The opinion also relies upon two decisions of the appellate court, neither of which came on to be decided in this court. Neither of them involved a highway projecting beyond the limits of the annexing municipality, and both of them involved highways that paralleled the boundaries of the annexing municipality, which under the statute, could legally have been annexed. In the first of these cases, Village of Flossmoor v. Mutual National Bank of Chicago, 23 Ill. App. 2d 440, the village sought to annex territory that la)'- west of, and parallel to, Kedzie Avenue for a distance of approximately 2100 feet. The east half of Kedzie Avenue was within the village limits for the entire distance but the west half was not. The opinion of the appellate court sustaining the annexation does not contain a full description of the physical situation, and the impression could be derived from it that there was a gap of 50 feet (one half the width of Kedzie Avenue) between the village limits and the territory to be annexed for the full distance along Kedzie Avenue. That is not the situation, however, for the record in that case shows that the west half of Kedzie Avenue was annexed for a distance of 630 feet. In the course of its opinion the appellate court said, “* * * Kedzie Avenue is the common boundary between Floss-moor and the territory. ‘Contiguity exists where boundary lines are coterminous.’ Rafferty v. City of Covina, 133 Cal. App. 2d 745, 285 P.2d 94, 99 (1955); State ex rel. Pan American Production Co. v. Texas City, 157 Tex. 450, 303 S.W.2d 780, 784 (1957).” (23 Ill. App. 2d at 445.) Both the California and the Texas case involved a single boundary line, and neither case supports the proposition that there can be two distinct “common boundaries.”

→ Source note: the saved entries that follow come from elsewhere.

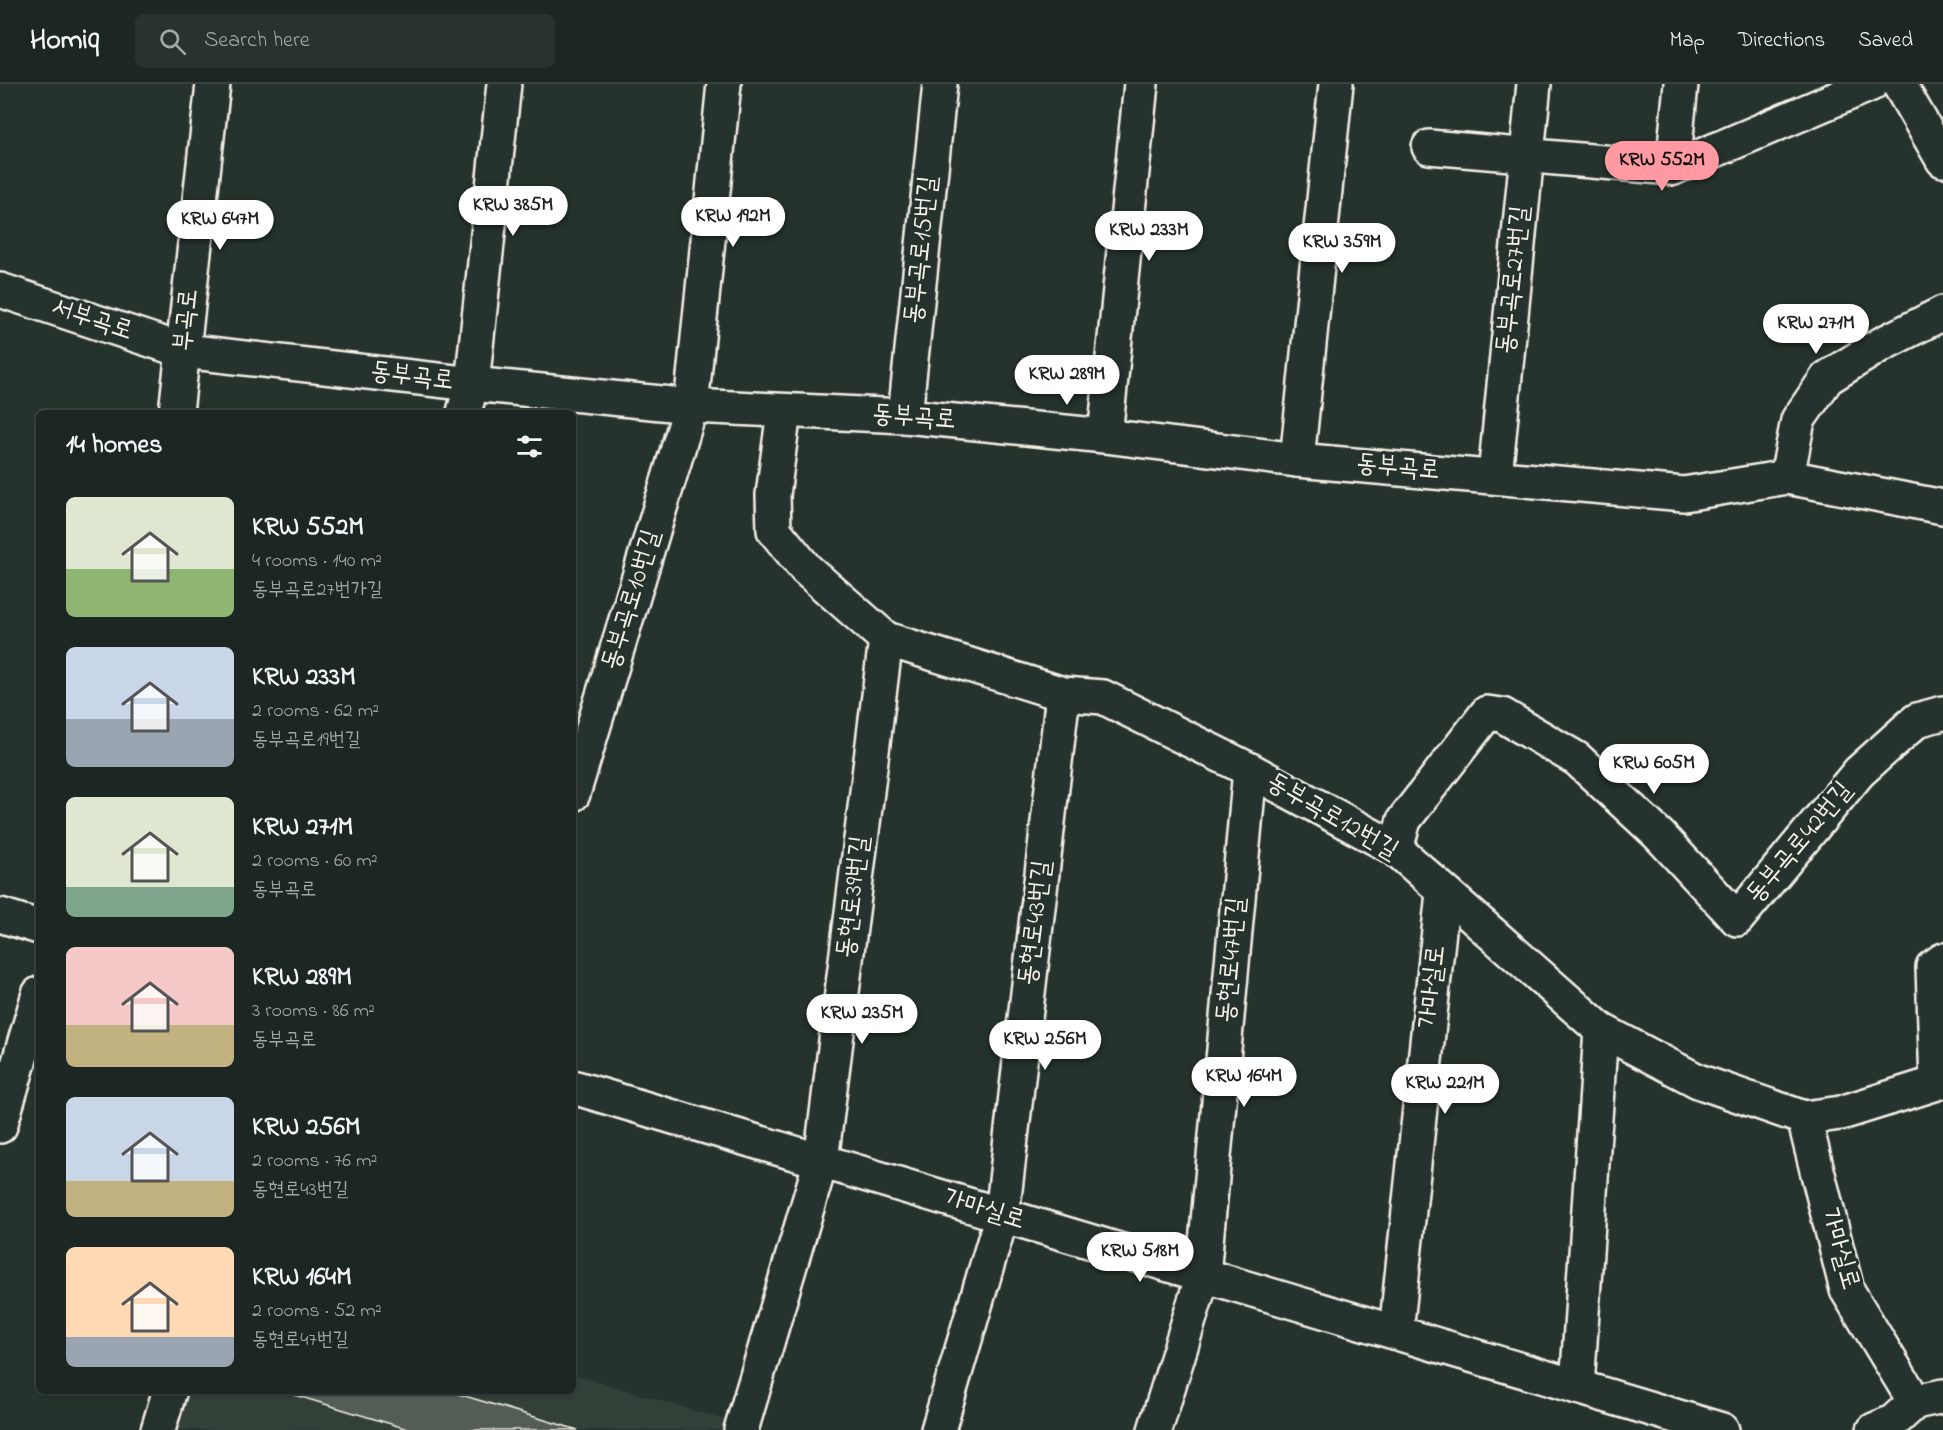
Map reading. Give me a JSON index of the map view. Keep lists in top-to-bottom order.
{
  "streets": {
    "street": [
      "동부곡로15번길",
      "동부곡로27번길",
      "서부곡로",
      "부곡로",
      "동부곡로",
      "동부곡로10번길",
      "동부곡로12번길",
      "동부곡로42번길",
      "동현로39번길",
      "동현로43번길",
      "동현로47번길",
      "가마실로"
    ]
  },
  "crossings": [
    ["동부곡로15번길", "동부곡로"],
    ["동부곡로27번길", "동부곡로"],
    ["서부곡로", "부곡로"],
    ["서부곡로", "동부곡로"],
    ["부곡로", "동부곡로"],
    ["동부곡로", "동부곡로10번길"],
    ["동부곡로", "동부곡로12번길"],
    ["동부곡로12번길", "동부곡로42번길"],
    ["동부곡로12번길", "동현로39번길"],
    ["동부곡로12번길", "동현로43번길"],
    ["동부곡로12번길", "동현로47번길"],
    ["동부곡로12번길", "가마실로"],
    ["동현로39번길", "가마실로"],
    ["동현로43번길", "가마실로"],
    ["동현로47번길", "가마실로"]
  ],
  "page": {
    "header": "Homiq",
    "search": "Search here",
    "nav": ["Map", "Directions", "Saved"],
    "price": [
      "KRW 552M",
      "KRW 385M",
      "KRW 192M",
      "KRW 647M",
      "KRW 233M",
      "KRW 359M",
      "KRW 271M",
      "KRW 289M",
      "KRW 605M",
      "KRW 235M",
      "KRW 256M",
      "KRW 164M",
      "KRW 221M",
      "KRW 518M"
    ],
    "heading": "14 homes",
    "list": [
      {
        "name": "KRW 552M",
        "note": "4 rooms · 140 m² · 동부곡로27번가길"
      },
      {
        "name": "KRW 233M",
        "note": "2 rooms · 62 m² · 동부곡로19번길"
      },
      {
        "name": "KRW 271M",
        "note": "2 rooms · 60 m² · 동부곡로"
      },
      {
        "name": "KRW 289M",
        "note": "3 rooms · 86 m² · 동부곡로"
      },
      {
        "name": "KRW 256M",
        "note": "2 rooms · 76 m² · 동현로43번길"
      },
      {
        "name": "KRW 164M",
        "note": "2 rooms · 52 m² · 동현로47번길"
      }
    ]
  }
}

The language used in the opinion in the Flossmoor case led, in my opinion, to positive error in the second decision of the appellate court cited in the majority opinion, People ex rel. Henderson v. City of Bloomington, 38 Ill. App. 2d 9. There the City of Bloomington sought to annex property which lay across the highway from the city boundaries. “[Ujnder the authority of the Flossmoor case” the appellate court decided that the tract sought to be annexed “must be held to be reasonably contiguous to the limits of Bloomington.” The difficulty with this conclusion, of course, is that the legislature has authorized only the annexation of “contiguous territory.” It is a fair assumption, I think, from the history of annexation legislation and litigation in this state, that if the General Assembly had intended to authorize the annexation of “reasonably contiguous” territory, it would have said so. Cf. In re Lancaster City Ordinance, 374 Pa. 546, 98 A.2d 34 (1953).
Mr. Justice Hershey joins in this dissent.